**TASK OBJECTIVE:** Output the data unchanged and complete, minus the images.

**Extracted data entries:**
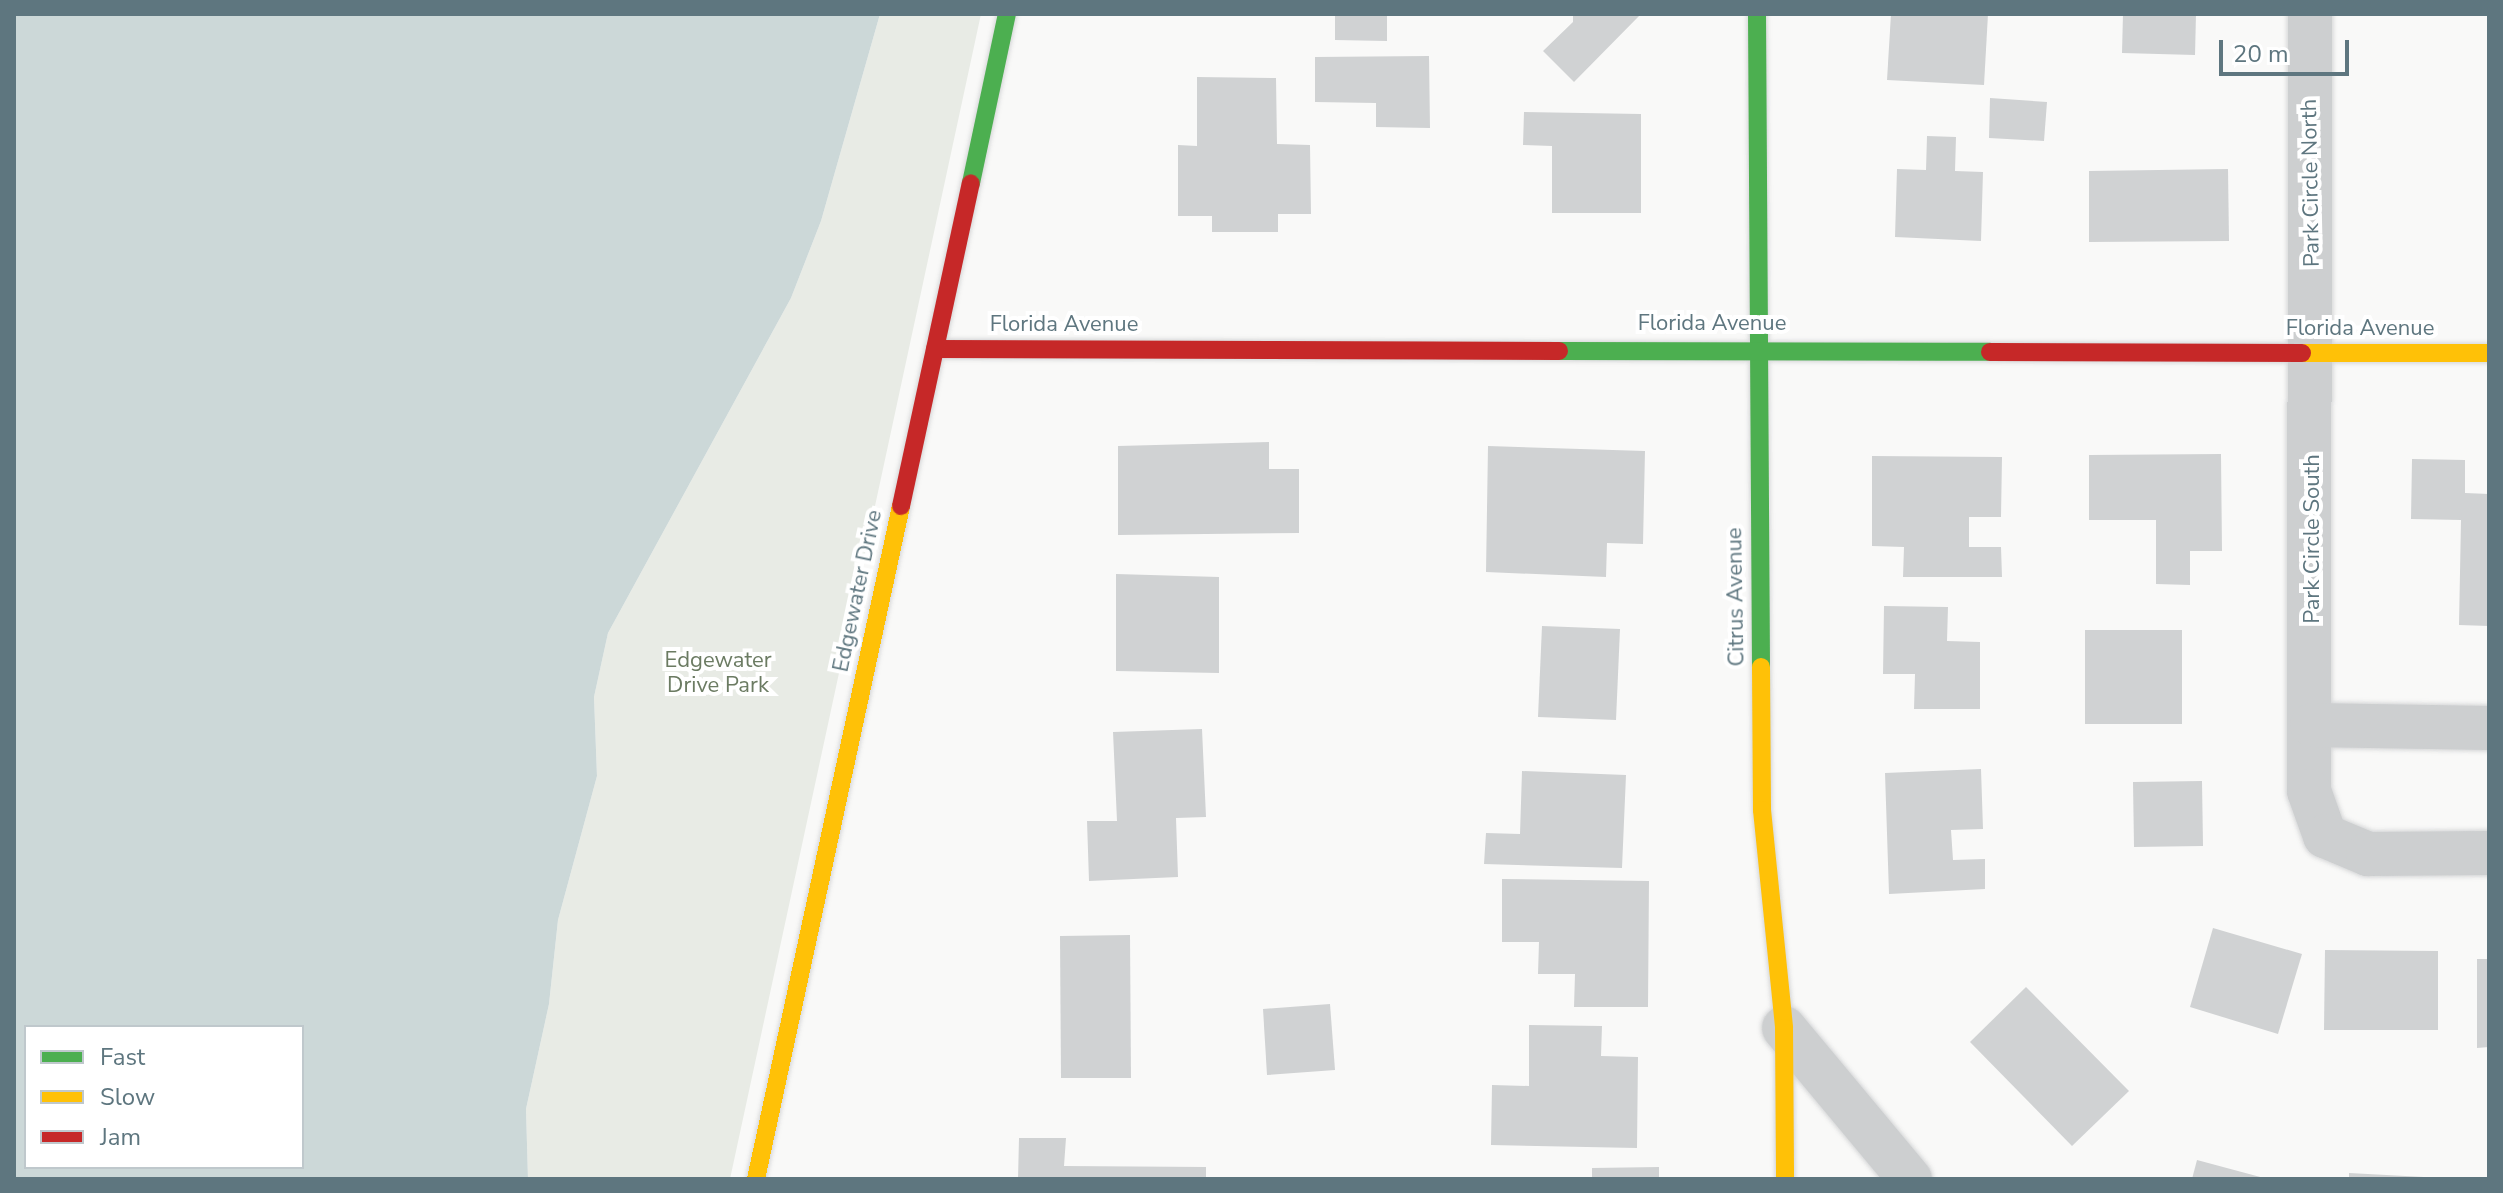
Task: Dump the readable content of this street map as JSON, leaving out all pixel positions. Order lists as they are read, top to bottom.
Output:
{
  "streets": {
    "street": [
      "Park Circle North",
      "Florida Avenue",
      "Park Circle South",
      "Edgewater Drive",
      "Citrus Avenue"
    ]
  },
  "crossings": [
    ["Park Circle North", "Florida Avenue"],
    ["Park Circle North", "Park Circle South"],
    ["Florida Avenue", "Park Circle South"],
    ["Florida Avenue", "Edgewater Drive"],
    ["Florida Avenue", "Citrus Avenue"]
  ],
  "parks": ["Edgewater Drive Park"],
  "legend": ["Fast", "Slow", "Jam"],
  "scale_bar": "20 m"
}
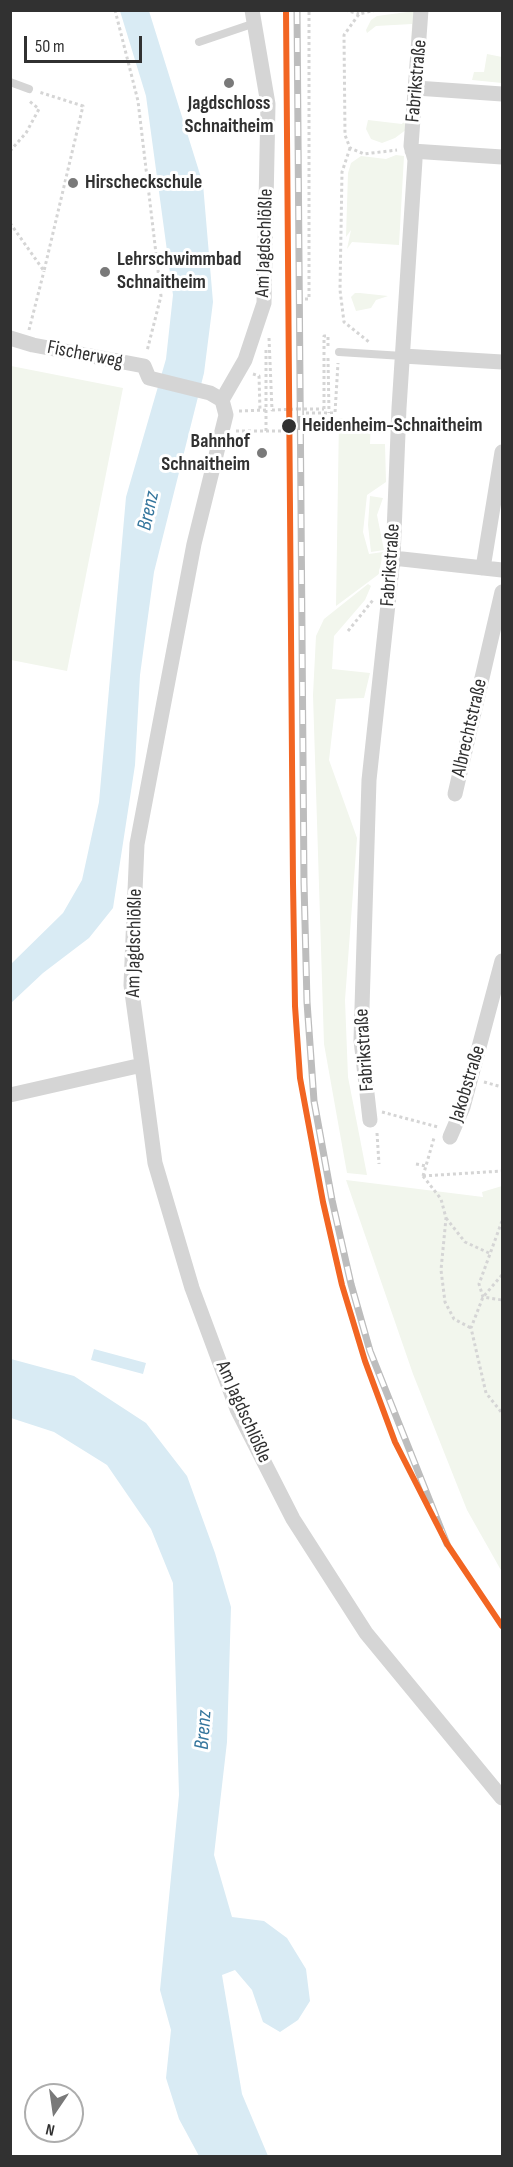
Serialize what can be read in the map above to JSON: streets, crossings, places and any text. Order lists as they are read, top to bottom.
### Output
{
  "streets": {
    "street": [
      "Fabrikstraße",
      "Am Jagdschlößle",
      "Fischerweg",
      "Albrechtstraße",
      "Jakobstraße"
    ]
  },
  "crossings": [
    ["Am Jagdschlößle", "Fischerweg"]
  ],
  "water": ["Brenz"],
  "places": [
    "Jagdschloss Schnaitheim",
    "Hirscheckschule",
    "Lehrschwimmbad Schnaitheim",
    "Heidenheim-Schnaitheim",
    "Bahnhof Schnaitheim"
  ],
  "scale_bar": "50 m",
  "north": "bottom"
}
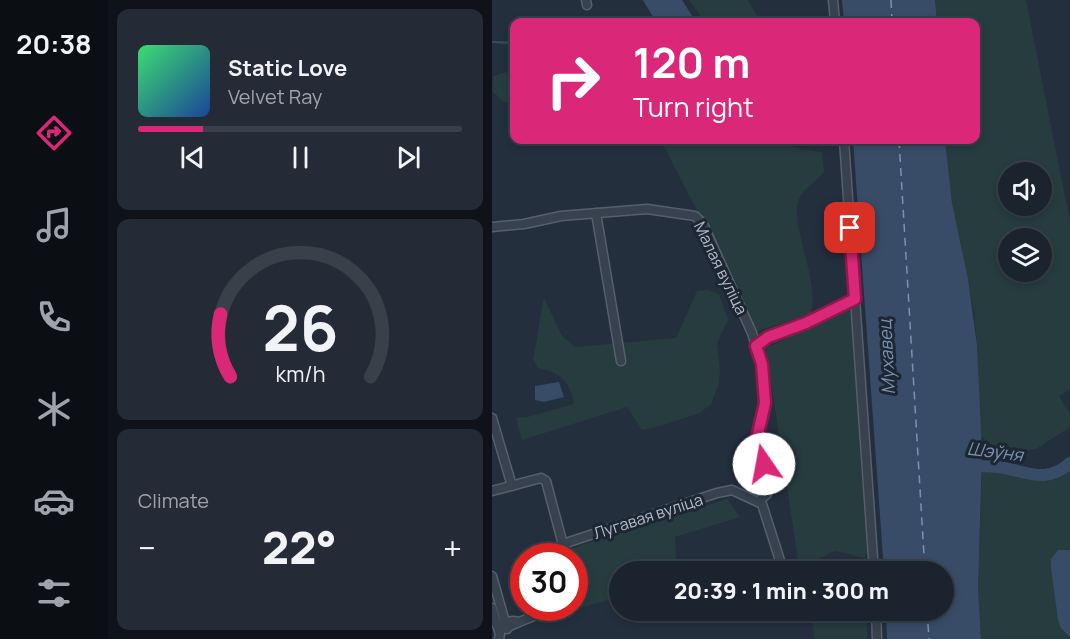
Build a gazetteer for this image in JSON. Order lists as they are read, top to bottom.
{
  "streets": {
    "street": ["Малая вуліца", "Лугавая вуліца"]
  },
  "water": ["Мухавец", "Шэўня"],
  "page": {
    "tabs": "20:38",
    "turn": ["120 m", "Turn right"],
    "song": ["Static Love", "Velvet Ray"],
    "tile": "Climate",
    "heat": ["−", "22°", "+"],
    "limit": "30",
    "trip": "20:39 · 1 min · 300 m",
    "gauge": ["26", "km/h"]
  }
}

**EXERCISE ANSWER:**
Task: Dump the readable content of this street map as JSON, leaving out all pixel positions. Order lists as they are read, top to bottom.
Output:
{
  "streets": {
    "street": [
      "Park Circle North",
      "Florida Avenue",
      "Park Circle South",
      "Edgewater Drive",
      "Citrus Avenue"
    ]
  },
  "crossings": [
    ["Park Circle North", "Florida Avenue"],
    ["Park Circle North", "Park Circle South"],
    ["Florida Avenue", "Park Circle South"],
    ["Florida Avenue", "Edgewater Drive"],
    ["Florida Avenue", "Citrus Avenue"]
  ],
  "parks": ["Edgewater Drive Park"],
  "legend": ["Fast", "Slow", "Jam"],
  "scale_bar": "20 m"
}
Serialize what can be read in the map above to JSON: streets, crossings, places and any text. Order lists as they are read, top to bottom.
### Output
{
  "streets": {
    "street": [
      "Fabrikstraße",
      "Am Jagdschlößle",
      "Fischerweg",
      "Albrechtstraße",
      "Jakobstraße"
    ]
  },
  "crossings": [
    ["Am Jagdschlößle", "Fischerweg"]
  ],
  "water": ["Brenz"],
  "places": [
    "Jagdschloss Schnaitheim",
    "Hirscheckschule",
    "Lehrschwimmbad Schnaitheim",
    "Heidenheim-Schnaitheim",
    "Bahnhof Schnaitheim"
  ],
  "scale_bar": "50 m",
  "north": "bottom"
}
Build a gazetteer for this image in JSON. Order lists as they are read, top to bottom.
{
  "streets": {
    "street": ["Малая вуліца", "Лугавая вуліца"]
  },
  "water": ["Мухавец", "Шэўня"],
  "page": {
    "tabs": "20:38",
    "turn": ["120 m", "Turn right"],
    "song": ["Static Love", "Velvet Ray"],
    "tile": "Climate",
    "heat": ["−", "22°", "+"],
    "limit": "30",
    "trip": "20:39 · 1 min · 300 m",
    "gauge": ["26", "km/h"]
  }
}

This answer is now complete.